◆ **TASK OBJECTIVE**
How many lines of the listing below contain "buttons"? State the number alone.

◆ **ENTRIES SUPPLIED**

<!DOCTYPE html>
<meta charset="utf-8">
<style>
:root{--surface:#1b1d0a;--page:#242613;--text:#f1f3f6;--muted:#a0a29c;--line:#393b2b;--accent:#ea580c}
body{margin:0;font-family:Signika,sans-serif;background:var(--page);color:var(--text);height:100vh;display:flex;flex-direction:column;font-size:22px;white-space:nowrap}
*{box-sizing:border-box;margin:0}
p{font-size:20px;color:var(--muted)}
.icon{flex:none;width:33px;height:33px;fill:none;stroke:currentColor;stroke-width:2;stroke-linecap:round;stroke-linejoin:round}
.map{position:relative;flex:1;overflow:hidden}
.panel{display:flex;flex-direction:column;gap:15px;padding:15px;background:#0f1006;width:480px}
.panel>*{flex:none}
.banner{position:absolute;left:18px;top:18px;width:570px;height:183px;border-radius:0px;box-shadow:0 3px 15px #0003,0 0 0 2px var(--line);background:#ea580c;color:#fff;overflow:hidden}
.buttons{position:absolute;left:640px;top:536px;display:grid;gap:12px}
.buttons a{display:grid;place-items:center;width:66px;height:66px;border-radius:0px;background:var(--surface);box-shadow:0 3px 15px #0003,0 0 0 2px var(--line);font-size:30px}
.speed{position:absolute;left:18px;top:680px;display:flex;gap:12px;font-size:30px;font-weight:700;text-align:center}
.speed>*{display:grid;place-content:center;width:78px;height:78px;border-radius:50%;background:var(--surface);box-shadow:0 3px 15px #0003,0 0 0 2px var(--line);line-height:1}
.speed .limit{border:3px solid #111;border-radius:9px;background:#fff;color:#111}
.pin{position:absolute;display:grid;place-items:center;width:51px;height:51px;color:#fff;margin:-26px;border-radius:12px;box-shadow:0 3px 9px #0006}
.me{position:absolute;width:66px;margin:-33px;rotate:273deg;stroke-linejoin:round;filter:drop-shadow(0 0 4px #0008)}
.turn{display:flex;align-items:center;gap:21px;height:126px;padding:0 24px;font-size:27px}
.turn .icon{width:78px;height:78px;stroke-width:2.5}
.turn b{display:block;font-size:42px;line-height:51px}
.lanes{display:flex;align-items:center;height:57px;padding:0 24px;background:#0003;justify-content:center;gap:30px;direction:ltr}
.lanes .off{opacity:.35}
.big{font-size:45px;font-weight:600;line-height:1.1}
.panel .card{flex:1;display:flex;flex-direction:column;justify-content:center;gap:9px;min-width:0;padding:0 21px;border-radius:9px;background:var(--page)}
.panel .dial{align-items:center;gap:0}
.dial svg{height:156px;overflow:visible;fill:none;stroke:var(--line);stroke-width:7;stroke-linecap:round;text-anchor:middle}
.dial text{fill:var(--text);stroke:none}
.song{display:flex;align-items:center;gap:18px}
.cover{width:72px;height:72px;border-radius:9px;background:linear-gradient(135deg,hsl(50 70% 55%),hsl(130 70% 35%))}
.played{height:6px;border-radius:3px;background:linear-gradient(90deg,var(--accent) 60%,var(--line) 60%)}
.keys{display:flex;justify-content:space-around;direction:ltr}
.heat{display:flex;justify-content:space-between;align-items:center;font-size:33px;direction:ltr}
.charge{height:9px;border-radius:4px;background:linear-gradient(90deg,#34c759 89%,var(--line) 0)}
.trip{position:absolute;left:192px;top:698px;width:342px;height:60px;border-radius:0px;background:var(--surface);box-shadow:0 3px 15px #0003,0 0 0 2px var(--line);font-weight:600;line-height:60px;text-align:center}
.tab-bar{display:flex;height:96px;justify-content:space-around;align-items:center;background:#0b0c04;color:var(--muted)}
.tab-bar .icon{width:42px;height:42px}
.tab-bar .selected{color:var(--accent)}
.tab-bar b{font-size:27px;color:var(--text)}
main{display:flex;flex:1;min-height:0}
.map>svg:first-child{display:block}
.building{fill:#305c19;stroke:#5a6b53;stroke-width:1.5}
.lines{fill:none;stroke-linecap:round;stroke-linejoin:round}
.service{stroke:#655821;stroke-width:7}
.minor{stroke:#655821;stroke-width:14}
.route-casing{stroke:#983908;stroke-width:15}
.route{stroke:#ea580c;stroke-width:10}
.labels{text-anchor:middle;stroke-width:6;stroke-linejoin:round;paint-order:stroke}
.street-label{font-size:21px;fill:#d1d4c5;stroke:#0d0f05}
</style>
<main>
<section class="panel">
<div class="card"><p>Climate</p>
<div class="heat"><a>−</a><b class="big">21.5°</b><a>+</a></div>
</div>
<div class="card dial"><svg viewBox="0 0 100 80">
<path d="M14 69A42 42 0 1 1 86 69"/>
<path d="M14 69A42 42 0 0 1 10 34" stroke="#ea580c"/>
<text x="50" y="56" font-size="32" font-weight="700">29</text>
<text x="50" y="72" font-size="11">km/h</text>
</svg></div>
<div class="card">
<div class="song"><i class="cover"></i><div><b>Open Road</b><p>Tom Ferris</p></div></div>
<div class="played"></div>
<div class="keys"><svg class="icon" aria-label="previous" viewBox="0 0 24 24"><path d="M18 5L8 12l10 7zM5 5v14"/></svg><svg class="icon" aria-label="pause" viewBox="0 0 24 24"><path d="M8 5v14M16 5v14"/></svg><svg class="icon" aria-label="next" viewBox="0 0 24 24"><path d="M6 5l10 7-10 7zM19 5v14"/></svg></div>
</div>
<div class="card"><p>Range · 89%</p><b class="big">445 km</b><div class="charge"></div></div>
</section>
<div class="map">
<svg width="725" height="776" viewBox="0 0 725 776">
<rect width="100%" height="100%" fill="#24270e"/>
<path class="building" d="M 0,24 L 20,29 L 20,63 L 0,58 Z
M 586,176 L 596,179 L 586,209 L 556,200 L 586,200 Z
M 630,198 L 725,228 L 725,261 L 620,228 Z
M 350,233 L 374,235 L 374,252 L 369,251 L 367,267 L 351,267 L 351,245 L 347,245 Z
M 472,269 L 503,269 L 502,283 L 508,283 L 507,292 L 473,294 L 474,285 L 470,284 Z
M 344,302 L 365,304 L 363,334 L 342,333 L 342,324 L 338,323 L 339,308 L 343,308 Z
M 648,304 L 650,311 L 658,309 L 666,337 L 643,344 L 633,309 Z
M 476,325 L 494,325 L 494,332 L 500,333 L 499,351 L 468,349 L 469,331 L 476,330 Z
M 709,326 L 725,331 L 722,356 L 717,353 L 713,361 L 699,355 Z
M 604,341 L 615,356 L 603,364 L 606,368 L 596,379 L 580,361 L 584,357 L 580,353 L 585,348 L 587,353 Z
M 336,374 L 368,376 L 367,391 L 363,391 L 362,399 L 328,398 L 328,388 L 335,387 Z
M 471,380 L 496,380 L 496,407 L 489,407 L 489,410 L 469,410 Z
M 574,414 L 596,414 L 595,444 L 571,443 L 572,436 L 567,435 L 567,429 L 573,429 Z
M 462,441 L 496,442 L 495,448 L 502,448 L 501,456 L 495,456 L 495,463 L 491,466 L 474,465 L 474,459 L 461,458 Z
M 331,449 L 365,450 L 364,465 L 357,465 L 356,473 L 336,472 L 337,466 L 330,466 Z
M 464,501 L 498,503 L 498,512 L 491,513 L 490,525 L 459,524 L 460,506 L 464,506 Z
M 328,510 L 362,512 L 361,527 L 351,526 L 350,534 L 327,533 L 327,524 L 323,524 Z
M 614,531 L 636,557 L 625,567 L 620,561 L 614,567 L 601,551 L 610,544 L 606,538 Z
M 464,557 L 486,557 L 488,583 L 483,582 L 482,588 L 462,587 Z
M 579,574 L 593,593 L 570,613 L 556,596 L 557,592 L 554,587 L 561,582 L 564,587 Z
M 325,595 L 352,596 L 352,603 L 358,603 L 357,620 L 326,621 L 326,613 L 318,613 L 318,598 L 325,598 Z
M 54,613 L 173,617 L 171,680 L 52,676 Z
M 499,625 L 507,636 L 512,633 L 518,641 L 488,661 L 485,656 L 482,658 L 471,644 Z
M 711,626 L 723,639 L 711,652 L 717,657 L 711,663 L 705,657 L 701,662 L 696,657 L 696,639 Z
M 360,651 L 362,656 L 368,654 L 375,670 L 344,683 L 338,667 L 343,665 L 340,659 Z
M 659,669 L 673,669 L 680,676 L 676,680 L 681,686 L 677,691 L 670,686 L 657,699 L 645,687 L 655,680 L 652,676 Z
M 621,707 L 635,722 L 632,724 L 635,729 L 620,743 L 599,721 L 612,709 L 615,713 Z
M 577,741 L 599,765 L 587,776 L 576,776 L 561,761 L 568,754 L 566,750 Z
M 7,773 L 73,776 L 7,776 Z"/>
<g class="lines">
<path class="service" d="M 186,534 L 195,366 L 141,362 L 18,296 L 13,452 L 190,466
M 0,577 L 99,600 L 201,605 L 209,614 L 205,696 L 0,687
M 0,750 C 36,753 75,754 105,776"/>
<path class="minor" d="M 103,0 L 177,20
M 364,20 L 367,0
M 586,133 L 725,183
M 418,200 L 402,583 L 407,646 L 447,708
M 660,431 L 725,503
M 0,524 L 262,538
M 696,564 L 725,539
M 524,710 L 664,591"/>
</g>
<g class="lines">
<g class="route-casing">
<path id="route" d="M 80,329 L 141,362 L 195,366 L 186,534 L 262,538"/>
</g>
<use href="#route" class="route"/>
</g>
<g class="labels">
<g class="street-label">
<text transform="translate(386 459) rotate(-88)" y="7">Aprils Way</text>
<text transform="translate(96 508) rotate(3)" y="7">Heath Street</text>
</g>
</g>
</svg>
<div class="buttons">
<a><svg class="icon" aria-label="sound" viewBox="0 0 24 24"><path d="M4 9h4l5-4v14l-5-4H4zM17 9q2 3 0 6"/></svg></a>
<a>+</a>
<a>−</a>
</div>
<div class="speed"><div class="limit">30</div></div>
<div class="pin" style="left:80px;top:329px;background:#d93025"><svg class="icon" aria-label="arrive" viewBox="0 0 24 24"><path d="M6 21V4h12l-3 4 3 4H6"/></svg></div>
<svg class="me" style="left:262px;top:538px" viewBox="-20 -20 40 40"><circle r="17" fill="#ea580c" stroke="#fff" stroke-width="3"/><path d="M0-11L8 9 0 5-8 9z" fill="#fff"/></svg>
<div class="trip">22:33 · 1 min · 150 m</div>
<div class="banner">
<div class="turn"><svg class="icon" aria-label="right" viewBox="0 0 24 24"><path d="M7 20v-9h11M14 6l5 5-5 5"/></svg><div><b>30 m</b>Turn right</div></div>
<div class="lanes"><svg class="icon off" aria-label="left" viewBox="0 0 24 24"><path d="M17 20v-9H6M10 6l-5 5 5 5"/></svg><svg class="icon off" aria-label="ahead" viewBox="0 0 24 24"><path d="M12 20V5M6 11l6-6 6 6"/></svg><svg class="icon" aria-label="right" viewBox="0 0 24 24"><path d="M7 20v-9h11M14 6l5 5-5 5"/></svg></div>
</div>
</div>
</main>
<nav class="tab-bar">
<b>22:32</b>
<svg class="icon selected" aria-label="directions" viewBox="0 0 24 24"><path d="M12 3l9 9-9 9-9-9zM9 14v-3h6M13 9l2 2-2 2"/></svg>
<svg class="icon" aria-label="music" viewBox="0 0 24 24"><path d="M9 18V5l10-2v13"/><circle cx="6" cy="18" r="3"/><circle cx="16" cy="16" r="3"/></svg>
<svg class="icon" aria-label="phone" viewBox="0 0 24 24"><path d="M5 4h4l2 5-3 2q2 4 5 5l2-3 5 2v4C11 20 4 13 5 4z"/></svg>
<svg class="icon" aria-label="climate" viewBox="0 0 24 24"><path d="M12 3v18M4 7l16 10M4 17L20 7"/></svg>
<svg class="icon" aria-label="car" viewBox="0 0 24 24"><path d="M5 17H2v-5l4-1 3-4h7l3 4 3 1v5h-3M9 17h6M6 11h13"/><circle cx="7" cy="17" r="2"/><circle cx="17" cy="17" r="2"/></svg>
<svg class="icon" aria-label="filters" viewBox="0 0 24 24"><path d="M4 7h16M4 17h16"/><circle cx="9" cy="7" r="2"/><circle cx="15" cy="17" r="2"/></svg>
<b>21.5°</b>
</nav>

◆ **ANSWER AREA**
3